Warnock, who is running for reelection in Georgia as the first Black senator in Georgia, stated that everyone loves Dr. King but doesn't always love the things he represents.
Warnock stated, "Let's spread the word. You can't remember Dr. King while also destroying his legacy." "If you are going to speak his name, you must stand up for voting rights. You have to advocate for the poor, the oppressed, and the disenfranchised."
King, who gave his "I Have a Dream", speech during the 1963 March on Washington, and was awarded in 1964 the Nobel Peace Prize, believed that racial equality is inseparable with alleviating poverty and ending war. His belief in nonviolent protest has influenced activists working for civil rights, social change, and other causes.
In a Monday speech, Treasury Secretary Janet Yellen stated that the U.S. economy has "never worked fairly for Black Americans" and for all Americans of color. This was one of many speeches delivered by national leaders to acknowledge unmet needs for racial equality in light of Martin Luther King Day.
Yellen referred back to King's famous speech when she recorded remarks for delivery at Rev. Al Sharpton attended the National Action Network breakfast in Washington. He used the financial metaphor when describing the founding fathers promises of equality.
King stated on the steps to the Lincoln Memorial, "America has defaulted upon this promissory notes insofar her citizens are concerned." He described it as "a bad check" and said that the check returned with insufficient funds. We refuse to believe that the bank of justice has gone bankrupt!
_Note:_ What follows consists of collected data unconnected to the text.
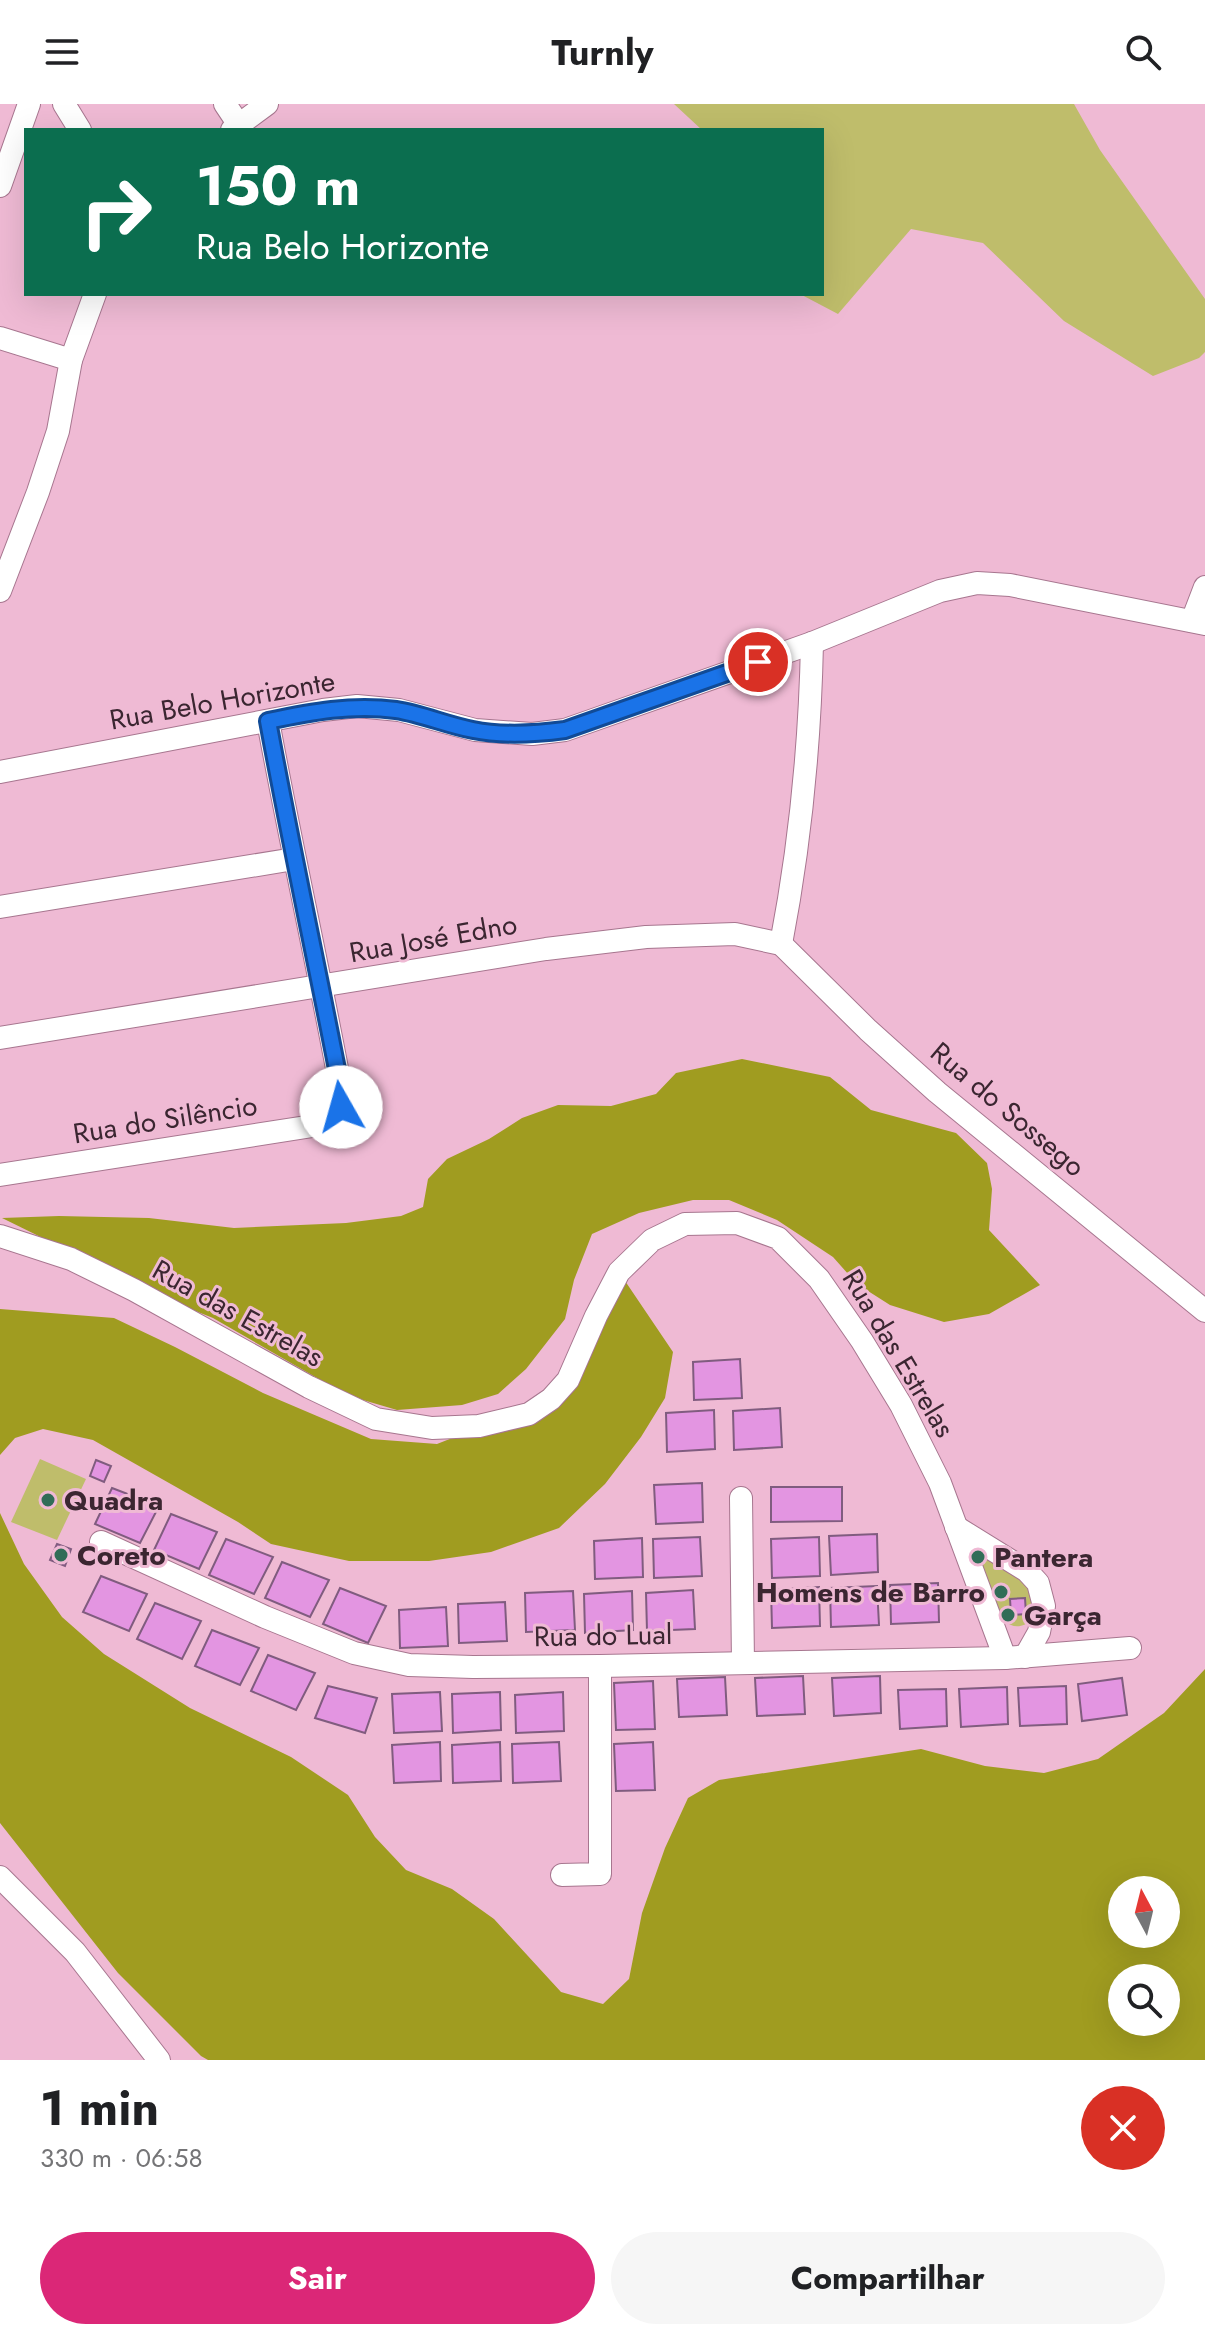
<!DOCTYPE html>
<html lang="pt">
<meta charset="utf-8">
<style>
:root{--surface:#fff;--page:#f6f6f6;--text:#202124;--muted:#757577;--accent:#db2777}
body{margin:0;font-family:Jost,sans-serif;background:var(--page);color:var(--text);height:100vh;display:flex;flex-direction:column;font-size:30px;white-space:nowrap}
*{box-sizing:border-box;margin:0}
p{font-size:26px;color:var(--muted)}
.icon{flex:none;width:44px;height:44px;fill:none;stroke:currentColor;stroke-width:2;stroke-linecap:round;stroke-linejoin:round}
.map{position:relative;height:1956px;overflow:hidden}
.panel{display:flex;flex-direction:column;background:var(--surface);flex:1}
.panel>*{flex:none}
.guide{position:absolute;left:24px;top:24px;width:800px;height:168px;border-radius:0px;box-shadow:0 8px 32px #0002;background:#0b6e4f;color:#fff;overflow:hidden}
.needle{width:52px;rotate:353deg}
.tools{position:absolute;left:1108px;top:1772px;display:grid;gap:16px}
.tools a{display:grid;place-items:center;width:72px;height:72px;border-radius:50%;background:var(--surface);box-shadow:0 8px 32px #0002;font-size:40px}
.pin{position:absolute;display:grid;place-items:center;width:68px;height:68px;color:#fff;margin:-34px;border:4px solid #fff;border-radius:50%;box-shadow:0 2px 8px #0007}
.me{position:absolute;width:88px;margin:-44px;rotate:353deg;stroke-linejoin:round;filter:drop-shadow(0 0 6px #0008)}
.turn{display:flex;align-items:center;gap:28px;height:168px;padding:0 40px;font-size:36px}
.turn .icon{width:104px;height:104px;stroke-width:2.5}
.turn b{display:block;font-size:56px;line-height:68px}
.round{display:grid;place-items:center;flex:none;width:84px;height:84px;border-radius:42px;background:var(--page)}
.head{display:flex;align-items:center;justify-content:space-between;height:136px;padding:0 40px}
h1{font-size:48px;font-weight:700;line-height:60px}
.cta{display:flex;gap:16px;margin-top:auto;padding:16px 40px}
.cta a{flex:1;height:92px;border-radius:48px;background:var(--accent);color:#fff;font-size:32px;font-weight:700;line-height:92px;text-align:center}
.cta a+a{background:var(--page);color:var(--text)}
header{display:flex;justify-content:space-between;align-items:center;height:104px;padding:0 40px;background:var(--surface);font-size:36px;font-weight:700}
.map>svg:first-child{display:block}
.green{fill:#bfbd6b}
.forest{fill:#a09c20;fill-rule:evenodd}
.building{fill:#e395e1;stroke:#805c7f;stroke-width:2}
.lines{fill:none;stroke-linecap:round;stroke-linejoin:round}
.minor-casing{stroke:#a7768f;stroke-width:24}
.minor{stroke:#fff;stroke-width:22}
.route-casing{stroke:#114b97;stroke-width:20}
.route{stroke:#1a73e8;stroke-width:14}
.poi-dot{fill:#316d57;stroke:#efbad4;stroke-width:3}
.labels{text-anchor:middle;stroke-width:6;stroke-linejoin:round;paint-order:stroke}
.street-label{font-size:28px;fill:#3b2631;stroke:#efbad4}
.poi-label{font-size:28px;font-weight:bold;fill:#3b2631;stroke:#efbad4;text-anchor:start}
</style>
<header><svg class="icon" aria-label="menu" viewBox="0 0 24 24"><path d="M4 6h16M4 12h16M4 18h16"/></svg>Turnly<svg class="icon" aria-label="search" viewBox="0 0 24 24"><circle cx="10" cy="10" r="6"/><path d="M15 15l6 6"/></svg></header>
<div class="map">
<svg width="1205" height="1956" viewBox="0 0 1205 1956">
<rect width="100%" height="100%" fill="#efbad4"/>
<!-- green -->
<g class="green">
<path d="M674 0H1074L1100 46 1205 195V248L1199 254 1153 272 1064 217 983 139 911 125 838 210 800 190H822V26H702Z"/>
<path d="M40 1355 86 1375 57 1436 11 1418Z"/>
<path d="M976 1446 1023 1475 1033 1491V1515C1022 1524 1014 1525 1003 1516Z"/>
</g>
<!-- forest -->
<g class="forest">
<path d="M742 955 830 973 871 1006 956 1029 987 1059 992 1085 989 1126 1040 1181 989 1210 944 1218 890 1201 857 1180 833 1153 777 1116 729 1096H693L639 1109 592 1130 574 1176 565 1215 526 1265 498 1290 462 1301 397 1306 363 1296 324 1278 213 1214 173 1198 2 1114 59 1112 149 1114 234 1124 346 1119 401 1112 423 1103 428 1075 447 1055 489 1035 522 1014 558 1001 611 1002 656 990 676 969Z"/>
<path d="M619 1168 673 1248 665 1294 641 1333 605 1380 559 1424 491 1448 429 1457H349L271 1440 238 1418 93 1336 43 1325 15 1334 0 1351V1205L114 1214 175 1243 263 1289 371 1335 437 1340 551 1295Z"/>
<path d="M0 1409 24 1460 62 1513 104 1550 190 1604 291 1653 348 1691 375 1733 406 1766 452 1785 494 1815 561 1888 603 1900 629 1875 642 1809 665 1744 688 1694 719 1676 921 1645 985 1662 1044 1669 1098 1655 1164 1609 1205 1565V1956H208L201 1952 118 1869 0 1719ZM1166 1786V1830H1122V1786ZM1166 1874V1918H1122V1874Z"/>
</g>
<!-- building -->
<g class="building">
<path d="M740 1255 742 1294 694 1296 693 1258Z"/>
<path d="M780 1304 782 1343 734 1346 733 1307Z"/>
<path d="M714 1306 715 1345 667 1348 666 1309Z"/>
<path d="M96 1356 111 1362 104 1378 90 1372Z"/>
<path d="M702 1379 703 1418 656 1420 654 1381Z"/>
<path d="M771 1383H842V1417L771 1418Z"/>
<path d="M112 1384 159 1402 140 1439 95 1420Z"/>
<path d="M171 1410 217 1428 199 1465 154 1446Z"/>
<path d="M877 1430 878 1468 831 1471 829 1432Z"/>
<path d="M700 1433 702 1472 654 1474 653 1435Z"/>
<path d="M819 1433 820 1472 772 1474 771 1435Z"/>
<path d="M642 1434 643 1473 595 1475 594 1437Z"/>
<path d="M226 1435 273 1453 254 1490 209 1471Z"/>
<path d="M57 1440 71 1445 65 1462 50 1456Z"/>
<path d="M282 1458 329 1476 310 1513 265 1494Z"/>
<path d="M101 1472 147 1490 129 1527 83 1508Z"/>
<path d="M938 1479 939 1518 891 1520 890 1481Z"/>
<path d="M877 1482 879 1521 831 1523 830 1484Z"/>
<path d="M819 1483 820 1522 772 1524 771 1486Z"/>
<path d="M340 1484 386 1502 368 1539 323 1520Z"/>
<path d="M693 1486 695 1525 647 1527 646 1489Z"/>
<path d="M573 1487 575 1526 526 1528 525 1489Z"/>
<path d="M632 1487 633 1526 585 1529 584 1490Z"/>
<path d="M1025 1494 1026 1510 1011 1511 1010 1495Z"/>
<path d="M505 1498 507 1537 459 1539 458 1500Z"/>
<path d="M155 1499 201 1517 182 1555 137 1535Z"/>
<path d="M446 1503 448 1542 400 1544 399 1506Z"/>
<path d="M212 1526 259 1544 240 1581 195 1562Z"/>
<path d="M268 1551 315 1569 296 1606 251 1587Z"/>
<path d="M803 1572 805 1610 757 1612 755 1574Z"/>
<path d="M880 1572 881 1609 834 1612 832 1574Z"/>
<path d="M725 1573 727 1611 679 1613 677 1575Z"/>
<path d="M1122 1574 1127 1611 1082 1617 1078 1580Z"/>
<path d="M653 1577 655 1625 616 1626 614 1579Z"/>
<path d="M328 1582 377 1594 365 1629 315 1614Z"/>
<path d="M1066 1582 1067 1620 1020 1622 1018 1584Z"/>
<path d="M1007 1583 1008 1620 961 1623 959 1585Z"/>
<path d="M946 1585 947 1622 900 1625 898 1586Z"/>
<path d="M440 1588 442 1627 394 1629 392 1590Z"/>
<path d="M500 1588 501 1626 453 1629 452 1590Z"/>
<path d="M563 1588 564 1627 516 1629 515 1591Z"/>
<path d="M440 1638 441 1677 394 1679 392 1641Z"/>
<path d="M500 1638 501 1677 453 1679 452 1641Z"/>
<path d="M559 1638 561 1677 513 1679 512 1640Z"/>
<path d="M653 1638 655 1686 616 1687 614 1640Z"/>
</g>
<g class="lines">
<!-- minor casing -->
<g class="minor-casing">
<g id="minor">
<path d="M64 0 80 26"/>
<path d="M225 0 239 21"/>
<path d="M232 26 267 0"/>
<path d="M0 82 29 0"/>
<path d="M0 234 71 256"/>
<path d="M0 487 38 388 58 327 71 256 95 190"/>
<path d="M1192 517 1205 483"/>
<path d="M0 668 323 606 357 602 399 606 475 626 532 630 565 626 812 539 940 487 977 479 1010 481 1205 520"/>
<path d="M0 803 294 755"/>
<path d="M781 840 868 926 937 988 1205 1207"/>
<path d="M781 840C800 741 810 640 812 539"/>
<path d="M0 934 546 845 646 833 735 830 781 840"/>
<path d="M0 1071 319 1021 337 1012 341 1003 342 991C319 866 291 742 268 617"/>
<path d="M0 1132 71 1155 134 1186 309 1283 376 1315 432 1324 479 1322 529 1310 551 1295 568 1276 596 1212 619 1168 652 1136 685 1120 737 1119 778 1134 819 1175 862 1237 901 1301 940 1379 1005 1554"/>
<path d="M741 1394 743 1559"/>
<path d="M956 1423 1027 1467 1038 1479 1044 1502 1039 1528 1025 1553"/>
<path d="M101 1438 265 1513 354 1549 409 1561 473 1563 600 1562 1005 1554 1130 1544"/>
<path d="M562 1771 600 1770V1562"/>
<path d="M0 1773 75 1848 159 1956"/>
</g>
</g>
<!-- minor -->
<use href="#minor" class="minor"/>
</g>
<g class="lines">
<!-- route casing -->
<g class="route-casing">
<path id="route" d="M341 1003 342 991C318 866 291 742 268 617 311 608 352 600 396 606 422 610 447 621 473 626 503 632 535 630 565 626L758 558"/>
</g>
<!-- route -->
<use href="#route" class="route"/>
</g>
<!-- markers -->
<g class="poi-dot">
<circle cx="48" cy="1396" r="8"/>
<circle cx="61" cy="1451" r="8"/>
<circle cx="978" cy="1453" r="8"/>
<circle cx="1001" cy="1488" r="8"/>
<circle cx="1008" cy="1511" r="8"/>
</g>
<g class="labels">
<!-- street labels -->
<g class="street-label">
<text transform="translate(222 596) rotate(-10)" y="10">Rua Belo Horizonte</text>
<text transform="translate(433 834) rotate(-10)" y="10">Rua José Edno</text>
<text transform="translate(1008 1005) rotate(40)" y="10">Rua do Sossego</text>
<text transform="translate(165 1015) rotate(-9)" y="10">Rua do Silêncio</text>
<text transform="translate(238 1209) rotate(29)" y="10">Rua das Estrelas</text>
<text transform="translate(899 1249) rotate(59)" y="10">Rua das Estrelas</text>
<text transform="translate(603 1531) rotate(-1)" y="10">Rua do Lual</text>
</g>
<!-- poi labels -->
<g class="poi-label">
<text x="64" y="1406">Quadra</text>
<text x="77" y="1461">Coreto</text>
<text x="994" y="1463">Pantera</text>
<text x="985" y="1498" text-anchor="end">Homens de Barro</text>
<text x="1024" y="1521">Garça</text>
</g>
</g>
</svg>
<div class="tools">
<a><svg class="needle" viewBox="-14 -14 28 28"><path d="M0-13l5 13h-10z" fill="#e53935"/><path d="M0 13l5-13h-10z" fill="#757577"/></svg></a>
<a><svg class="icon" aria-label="search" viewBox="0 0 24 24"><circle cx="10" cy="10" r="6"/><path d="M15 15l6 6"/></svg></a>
</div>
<div class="pin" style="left:758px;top:558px;background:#d93025"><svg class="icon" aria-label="arrive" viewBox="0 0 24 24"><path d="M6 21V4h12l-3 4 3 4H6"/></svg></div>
<svg class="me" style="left:341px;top:1003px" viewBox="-20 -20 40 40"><circle r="19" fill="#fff"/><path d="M0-13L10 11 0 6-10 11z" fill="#1a73e8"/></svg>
<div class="guide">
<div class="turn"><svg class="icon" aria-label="right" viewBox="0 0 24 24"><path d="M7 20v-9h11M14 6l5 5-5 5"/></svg><div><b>150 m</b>Rua Belo Horizonte</div></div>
</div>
</div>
<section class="panel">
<div class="head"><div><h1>1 min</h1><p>330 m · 06:58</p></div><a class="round" style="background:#d93025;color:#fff"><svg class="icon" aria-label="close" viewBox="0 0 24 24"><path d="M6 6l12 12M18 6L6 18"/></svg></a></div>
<div class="cta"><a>Sair</a><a>Compartilhar</a></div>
</section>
It is persuasive rhetoric, but Dr. King understood it to be more than a metaphor. He understood that economic injustice was tied to the larger injustice he fought for. "Our economy has not worked fair for Black Americans - nor for any other American of color - from Reconstruction to Jim Crow to the present," Yellen stated.
She stated that the Biden administration has worked to ensure that all economic institutions work for people of colour. The American Rescue Plan was designed to provide equity for communities of color. Treasury will inject $9 billion into Community Development Financial Institutions (CDFIs) and Minority Depository Institutions that are traditionally underserved by the financial system.
She stated that there is more work Treasury must do to reduce the racial inequality of wealth.
Atlanta's planned events included a march and rally, as well as a voter registration drive organized by the Georgia Coalition for the People's Agenda (Yet Service America) and Georgia Coalition for the People's Agenda.